Desde ese punto de vista, el Papa Francisco es como Juan Pablo II, quien en sus primeros años de pontificado también intentaba saltarse el protocolo yendo a esquiar y dándose baños de multitud en las audiencias sin pensar en las exigencias de seguridad. También es necesaria la seguridad para el Papa Francisco, pero no le da mucha importancia. Me da la impresión de que los papas mantienen otra relación con el Señor, en plan «Cuando quieras, estoy listo». Asimismo, este papa es latinoamericano, y se nota en los besos y abrazos que da y recibe; [los latinoamericanos] tiene otro sentido de lo físico, que va incluso más allá de lo que se ve en la latina Italia. También es un Papa que escucha y que tiene mucha memoria.
¿Cómo repercute en la seguridad el hecho de que resida en Santa Marta y no en el Palacio Apostólico?
Nosotros sabemos cuál es nuestra misión: la Guardia Suiza es responsable de la seguridad del Papa dentro del Palacio Apostólico. Hoy en día, el papa reside en Santa Marta; sin embargo, nuestra misión no cambia. Ahora bien, antes no habíamos tenido la oportunidad de colaborar de modo estrecho y paritario con la Gendarmería del Estado de la Ciudad del Vaticano. Antes, estábamos dentro del Palacio Apostólico y ellos, fuera. Ahora hemos intensificado nuestras relaciones, que son buenas, y hemos constituido un equipo mixto que se compromete eficazmente en la tutela de la seguridad del Santo Padre. Se ve claramente en los viajes del Papa al extranjero.

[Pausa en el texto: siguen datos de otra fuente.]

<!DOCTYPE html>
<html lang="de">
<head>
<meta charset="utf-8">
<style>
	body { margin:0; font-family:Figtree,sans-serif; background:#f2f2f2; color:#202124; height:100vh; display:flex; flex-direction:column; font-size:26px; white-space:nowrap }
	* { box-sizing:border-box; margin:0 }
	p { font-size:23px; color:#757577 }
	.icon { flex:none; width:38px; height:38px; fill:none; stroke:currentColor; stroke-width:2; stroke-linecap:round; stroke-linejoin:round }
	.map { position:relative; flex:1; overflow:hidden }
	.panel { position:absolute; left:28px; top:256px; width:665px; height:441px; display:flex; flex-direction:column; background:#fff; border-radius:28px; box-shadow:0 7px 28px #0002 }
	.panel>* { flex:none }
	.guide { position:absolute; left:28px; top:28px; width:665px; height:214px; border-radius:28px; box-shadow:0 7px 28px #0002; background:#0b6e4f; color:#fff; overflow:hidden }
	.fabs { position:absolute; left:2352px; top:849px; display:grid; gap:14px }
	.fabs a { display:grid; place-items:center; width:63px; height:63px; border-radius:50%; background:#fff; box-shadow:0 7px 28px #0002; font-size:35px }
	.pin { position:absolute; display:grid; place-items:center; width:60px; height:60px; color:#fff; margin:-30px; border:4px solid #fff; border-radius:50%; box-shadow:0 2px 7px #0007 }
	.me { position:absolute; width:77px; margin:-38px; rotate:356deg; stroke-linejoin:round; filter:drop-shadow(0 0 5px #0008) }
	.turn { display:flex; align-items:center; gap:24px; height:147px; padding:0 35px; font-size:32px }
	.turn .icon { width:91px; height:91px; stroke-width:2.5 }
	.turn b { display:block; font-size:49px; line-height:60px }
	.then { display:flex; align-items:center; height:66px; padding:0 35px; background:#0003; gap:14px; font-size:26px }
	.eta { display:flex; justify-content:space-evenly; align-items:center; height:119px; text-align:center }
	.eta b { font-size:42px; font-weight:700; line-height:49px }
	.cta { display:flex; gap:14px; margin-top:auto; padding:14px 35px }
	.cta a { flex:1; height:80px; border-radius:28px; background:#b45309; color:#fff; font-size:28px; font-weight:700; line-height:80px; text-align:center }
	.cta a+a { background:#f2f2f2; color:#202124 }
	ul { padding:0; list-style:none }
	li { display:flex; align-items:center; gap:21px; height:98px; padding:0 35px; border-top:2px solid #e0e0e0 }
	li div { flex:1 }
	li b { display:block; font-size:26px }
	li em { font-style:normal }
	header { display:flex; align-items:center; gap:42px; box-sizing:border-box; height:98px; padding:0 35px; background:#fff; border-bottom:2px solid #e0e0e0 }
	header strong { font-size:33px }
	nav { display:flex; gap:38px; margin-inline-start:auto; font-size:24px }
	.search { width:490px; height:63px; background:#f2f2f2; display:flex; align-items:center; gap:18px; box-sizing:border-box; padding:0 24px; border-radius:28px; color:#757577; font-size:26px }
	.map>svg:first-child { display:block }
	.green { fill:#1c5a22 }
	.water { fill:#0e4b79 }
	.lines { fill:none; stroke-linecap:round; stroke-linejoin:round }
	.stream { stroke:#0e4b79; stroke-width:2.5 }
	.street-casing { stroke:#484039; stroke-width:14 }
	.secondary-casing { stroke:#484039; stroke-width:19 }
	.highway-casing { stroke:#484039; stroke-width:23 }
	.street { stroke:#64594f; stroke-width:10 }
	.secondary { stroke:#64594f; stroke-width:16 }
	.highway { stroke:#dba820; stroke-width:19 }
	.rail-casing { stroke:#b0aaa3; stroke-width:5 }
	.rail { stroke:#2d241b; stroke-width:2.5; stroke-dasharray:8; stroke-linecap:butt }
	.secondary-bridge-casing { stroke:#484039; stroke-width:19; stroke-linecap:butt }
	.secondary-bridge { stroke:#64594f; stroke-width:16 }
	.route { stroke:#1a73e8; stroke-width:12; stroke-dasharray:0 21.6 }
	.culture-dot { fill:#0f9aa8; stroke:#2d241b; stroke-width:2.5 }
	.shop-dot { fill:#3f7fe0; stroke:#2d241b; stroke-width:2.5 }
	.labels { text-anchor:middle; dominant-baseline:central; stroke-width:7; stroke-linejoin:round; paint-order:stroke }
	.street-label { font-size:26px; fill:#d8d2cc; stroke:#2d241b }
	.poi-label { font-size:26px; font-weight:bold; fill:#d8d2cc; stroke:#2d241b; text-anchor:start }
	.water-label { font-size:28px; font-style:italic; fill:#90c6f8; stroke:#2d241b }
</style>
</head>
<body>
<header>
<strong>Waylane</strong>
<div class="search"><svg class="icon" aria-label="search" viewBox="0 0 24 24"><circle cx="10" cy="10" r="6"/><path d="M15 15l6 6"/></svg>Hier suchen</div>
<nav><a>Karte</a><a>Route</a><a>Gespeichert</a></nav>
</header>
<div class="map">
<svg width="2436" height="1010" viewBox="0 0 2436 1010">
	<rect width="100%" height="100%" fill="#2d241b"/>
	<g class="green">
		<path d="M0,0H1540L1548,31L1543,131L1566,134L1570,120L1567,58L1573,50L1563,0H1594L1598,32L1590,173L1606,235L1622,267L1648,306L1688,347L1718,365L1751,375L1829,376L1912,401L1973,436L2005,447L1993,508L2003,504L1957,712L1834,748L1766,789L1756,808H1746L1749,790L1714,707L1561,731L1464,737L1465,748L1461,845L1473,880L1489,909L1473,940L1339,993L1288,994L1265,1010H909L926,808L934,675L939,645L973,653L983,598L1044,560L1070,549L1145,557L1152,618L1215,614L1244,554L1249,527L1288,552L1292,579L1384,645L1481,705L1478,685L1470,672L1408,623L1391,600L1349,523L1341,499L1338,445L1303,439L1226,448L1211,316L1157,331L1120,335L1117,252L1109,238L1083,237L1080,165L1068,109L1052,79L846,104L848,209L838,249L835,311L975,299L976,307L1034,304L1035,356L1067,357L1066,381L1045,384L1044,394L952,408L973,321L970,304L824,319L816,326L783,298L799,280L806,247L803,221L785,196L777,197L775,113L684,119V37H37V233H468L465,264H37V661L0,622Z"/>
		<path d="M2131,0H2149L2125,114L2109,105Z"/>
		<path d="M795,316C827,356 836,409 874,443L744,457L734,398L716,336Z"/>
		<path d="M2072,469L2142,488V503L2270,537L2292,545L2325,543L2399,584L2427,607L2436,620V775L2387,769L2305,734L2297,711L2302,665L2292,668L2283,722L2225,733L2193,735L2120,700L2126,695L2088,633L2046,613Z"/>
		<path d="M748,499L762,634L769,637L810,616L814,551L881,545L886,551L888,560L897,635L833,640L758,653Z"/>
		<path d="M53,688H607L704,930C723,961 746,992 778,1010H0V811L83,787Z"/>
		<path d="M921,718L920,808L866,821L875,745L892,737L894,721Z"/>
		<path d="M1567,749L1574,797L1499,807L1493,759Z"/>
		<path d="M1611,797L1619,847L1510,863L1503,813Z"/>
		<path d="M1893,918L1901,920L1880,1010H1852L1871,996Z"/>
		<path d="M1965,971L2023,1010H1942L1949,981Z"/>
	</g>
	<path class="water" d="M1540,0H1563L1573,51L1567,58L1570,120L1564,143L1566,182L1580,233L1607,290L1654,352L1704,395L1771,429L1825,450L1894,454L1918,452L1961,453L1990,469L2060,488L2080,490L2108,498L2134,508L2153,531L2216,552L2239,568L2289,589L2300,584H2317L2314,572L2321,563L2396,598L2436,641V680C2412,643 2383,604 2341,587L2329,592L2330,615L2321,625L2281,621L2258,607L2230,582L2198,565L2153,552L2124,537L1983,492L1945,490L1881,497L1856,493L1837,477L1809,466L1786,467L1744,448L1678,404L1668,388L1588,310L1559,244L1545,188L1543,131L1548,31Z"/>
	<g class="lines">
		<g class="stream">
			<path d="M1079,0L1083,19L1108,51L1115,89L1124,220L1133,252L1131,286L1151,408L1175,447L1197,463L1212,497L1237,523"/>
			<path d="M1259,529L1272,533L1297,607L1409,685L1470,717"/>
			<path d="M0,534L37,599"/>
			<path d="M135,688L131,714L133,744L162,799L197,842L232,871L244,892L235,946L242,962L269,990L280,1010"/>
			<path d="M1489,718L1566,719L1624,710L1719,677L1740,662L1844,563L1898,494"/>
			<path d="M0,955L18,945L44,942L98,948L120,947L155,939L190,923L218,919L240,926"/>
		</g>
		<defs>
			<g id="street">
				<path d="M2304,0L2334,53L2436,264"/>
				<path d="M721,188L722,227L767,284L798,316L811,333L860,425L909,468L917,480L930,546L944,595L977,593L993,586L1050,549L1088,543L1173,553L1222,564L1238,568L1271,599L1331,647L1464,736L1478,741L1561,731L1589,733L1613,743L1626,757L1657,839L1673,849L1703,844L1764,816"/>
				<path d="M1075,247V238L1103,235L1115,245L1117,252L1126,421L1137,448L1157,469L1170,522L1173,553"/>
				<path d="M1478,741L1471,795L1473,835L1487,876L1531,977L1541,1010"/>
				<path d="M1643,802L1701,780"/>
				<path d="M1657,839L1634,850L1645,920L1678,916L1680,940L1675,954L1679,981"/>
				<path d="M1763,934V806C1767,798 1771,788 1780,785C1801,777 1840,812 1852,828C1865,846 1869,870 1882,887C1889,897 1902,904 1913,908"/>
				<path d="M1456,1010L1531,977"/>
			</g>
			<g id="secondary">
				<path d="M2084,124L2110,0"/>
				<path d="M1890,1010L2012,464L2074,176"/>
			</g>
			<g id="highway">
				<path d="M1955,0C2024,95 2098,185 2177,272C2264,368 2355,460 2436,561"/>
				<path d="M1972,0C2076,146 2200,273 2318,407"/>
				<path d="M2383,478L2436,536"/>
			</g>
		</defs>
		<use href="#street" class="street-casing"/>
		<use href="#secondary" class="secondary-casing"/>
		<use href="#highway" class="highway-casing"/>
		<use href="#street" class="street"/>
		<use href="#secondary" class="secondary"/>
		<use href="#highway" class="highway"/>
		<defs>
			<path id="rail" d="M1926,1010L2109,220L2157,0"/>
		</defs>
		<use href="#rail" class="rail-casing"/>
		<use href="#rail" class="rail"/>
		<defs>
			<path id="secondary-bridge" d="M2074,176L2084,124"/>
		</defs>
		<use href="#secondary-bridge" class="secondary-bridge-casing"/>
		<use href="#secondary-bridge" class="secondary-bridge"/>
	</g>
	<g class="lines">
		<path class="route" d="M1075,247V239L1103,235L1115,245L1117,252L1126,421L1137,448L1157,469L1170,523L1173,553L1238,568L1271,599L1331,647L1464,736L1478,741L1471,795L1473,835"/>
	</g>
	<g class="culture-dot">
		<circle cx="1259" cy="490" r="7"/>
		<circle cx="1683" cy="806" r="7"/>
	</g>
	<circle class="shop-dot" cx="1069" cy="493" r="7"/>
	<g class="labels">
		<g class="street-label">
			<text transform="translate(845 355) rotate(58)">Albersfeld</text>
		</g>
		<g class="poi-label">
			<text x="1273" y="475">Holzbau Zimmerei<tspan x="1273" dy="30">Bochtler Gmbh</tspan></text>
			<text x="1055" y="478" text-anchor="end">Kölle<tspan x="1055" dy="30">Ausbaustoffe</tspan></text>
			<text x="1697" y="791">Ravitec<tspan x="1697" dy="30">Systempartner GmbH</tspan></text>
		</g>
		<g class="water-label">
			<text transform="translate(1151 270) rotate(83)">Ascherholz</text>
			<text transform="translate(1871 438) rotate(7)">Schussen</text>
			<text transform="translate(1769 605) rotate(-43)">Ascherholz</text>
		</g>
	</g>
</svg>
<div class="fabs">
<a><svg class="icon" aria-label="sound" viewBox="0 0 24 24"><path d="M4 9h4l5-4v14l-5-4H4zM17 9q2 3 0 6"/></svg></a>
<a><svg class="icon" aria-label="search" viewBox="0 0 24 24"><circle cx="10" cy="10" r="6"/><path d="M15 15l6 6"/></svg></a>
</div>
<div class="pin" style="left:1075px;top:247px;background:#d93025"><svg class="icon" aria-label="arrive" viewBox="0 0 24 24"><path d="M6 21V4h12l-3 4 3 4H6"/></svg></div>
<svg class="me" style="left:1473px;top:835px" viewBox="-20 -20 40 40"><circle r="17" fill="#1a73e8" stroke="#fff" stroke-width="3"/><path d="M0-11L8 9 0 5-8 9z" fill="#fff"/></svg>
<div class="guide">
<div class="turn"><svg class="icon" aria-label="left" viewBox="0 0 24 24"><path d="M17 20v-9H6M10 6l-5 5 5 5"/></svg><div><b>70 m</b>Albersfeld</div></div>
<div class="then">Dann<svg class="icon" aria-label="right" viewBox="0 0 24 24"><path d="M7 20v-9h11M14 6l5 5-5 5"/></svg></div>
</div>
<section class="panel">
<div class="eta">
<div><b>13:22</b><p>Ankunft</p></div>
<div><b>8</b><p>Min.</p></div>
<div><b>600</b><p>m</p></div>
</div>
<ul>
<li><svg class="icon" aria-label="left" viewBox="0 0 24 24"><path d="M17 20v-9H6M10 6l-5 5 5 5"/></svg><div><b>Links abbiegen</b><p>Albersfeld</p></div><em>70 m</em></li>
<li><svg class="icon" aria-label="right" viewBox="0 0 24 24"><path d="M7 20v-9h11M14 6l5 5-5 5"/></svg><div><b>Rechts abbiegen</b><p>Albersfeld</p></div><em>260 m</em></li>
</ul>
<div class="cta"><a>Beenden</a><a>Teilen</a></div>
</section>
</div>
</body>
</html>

Hábleme del caso Anrig, el comandante que a finales de enero fue obligado a dejar el Vaticano para volver a Suiza.
Nos sorprendió mucho. Nos enteramos de la noticia leyendo L’Osservatore Romano.
Circulan tres hipótesis acerca de su cese, y una en particular tiene cierta credibilidad: al Papa no le gustaba el estilo del coronel Anrig, que consideraba demasiado castrense.
Un cuerpo militar ha de ser disciplinado. Y para mantener la disciplina de vez en cuando se requiere una corrección fraterna. Sin embargo, la imagen de un comandante demasiado estricto ha sido sustancialmente transmitida por medios de la Suiza germánica. En cambio, el Papa ha dicho que se trató de un cese normal, tras la prórroga concedida a su primer mandato de cinco años.
Coronel Graf, la secularización también avanza en Suiza. ¿Será todavía posible disponer de un número suficiente de jóvenes suizos que quieran servir al Papa y a la Iglesia en el Vaticano? ¿O bien ya se está proyectando una nueva Guardia Suiza, de perfil más internacional, con aportaciones de otros países?
Desgraciadamente, la secularización avanza en todas partes. He leído una estadística reciente sobre los jóvenes en Suiza: solo el 26 % se considera religioso. De seguir así, el futuro no será nada fácil, ya que para ser Guardia suizo es fundamental tener convicciones espirituales, fe y voluntad de servir al catolicismo universal, sino se convierte en un mero trabajo. Dicho esto, he de subrayar que en Suiza el reclutamiento corre a cargo de los antiguos Guardias suizos: a menudo lo hacen puerta a puerta, evocando sus experiencias personales. En muchos pueblos, todavía se dice: «Éste estuvo en Roma de Guardia suizo». Esto sigue siendo, con seguridad, una buena carta de presentación como, por cierto, también lo son los grupos de escolares y universitarios que vienen directamente aquí para ver cómo es «la vida diaria de la Guardia suiza». Por lo tanto, se puede ser moderadamente optimista. Y espero que durante muchos años sigamos celebrando el Juramento del 6 de mayo: es una ceremonia única, en la que cada nuevo guardia ha de dar testimonio de su voluntad de estar dispuesto a ofrecer si es necesario su vida para defender al Santo Padre. Es una ceremonia genuinamente suiza con música, estandartes, himno nacional, diversos idiomas: es el testimonio de un privilegio que se mantiene y de cuyo excepcional valor se debe de tener conciencia en Suiza.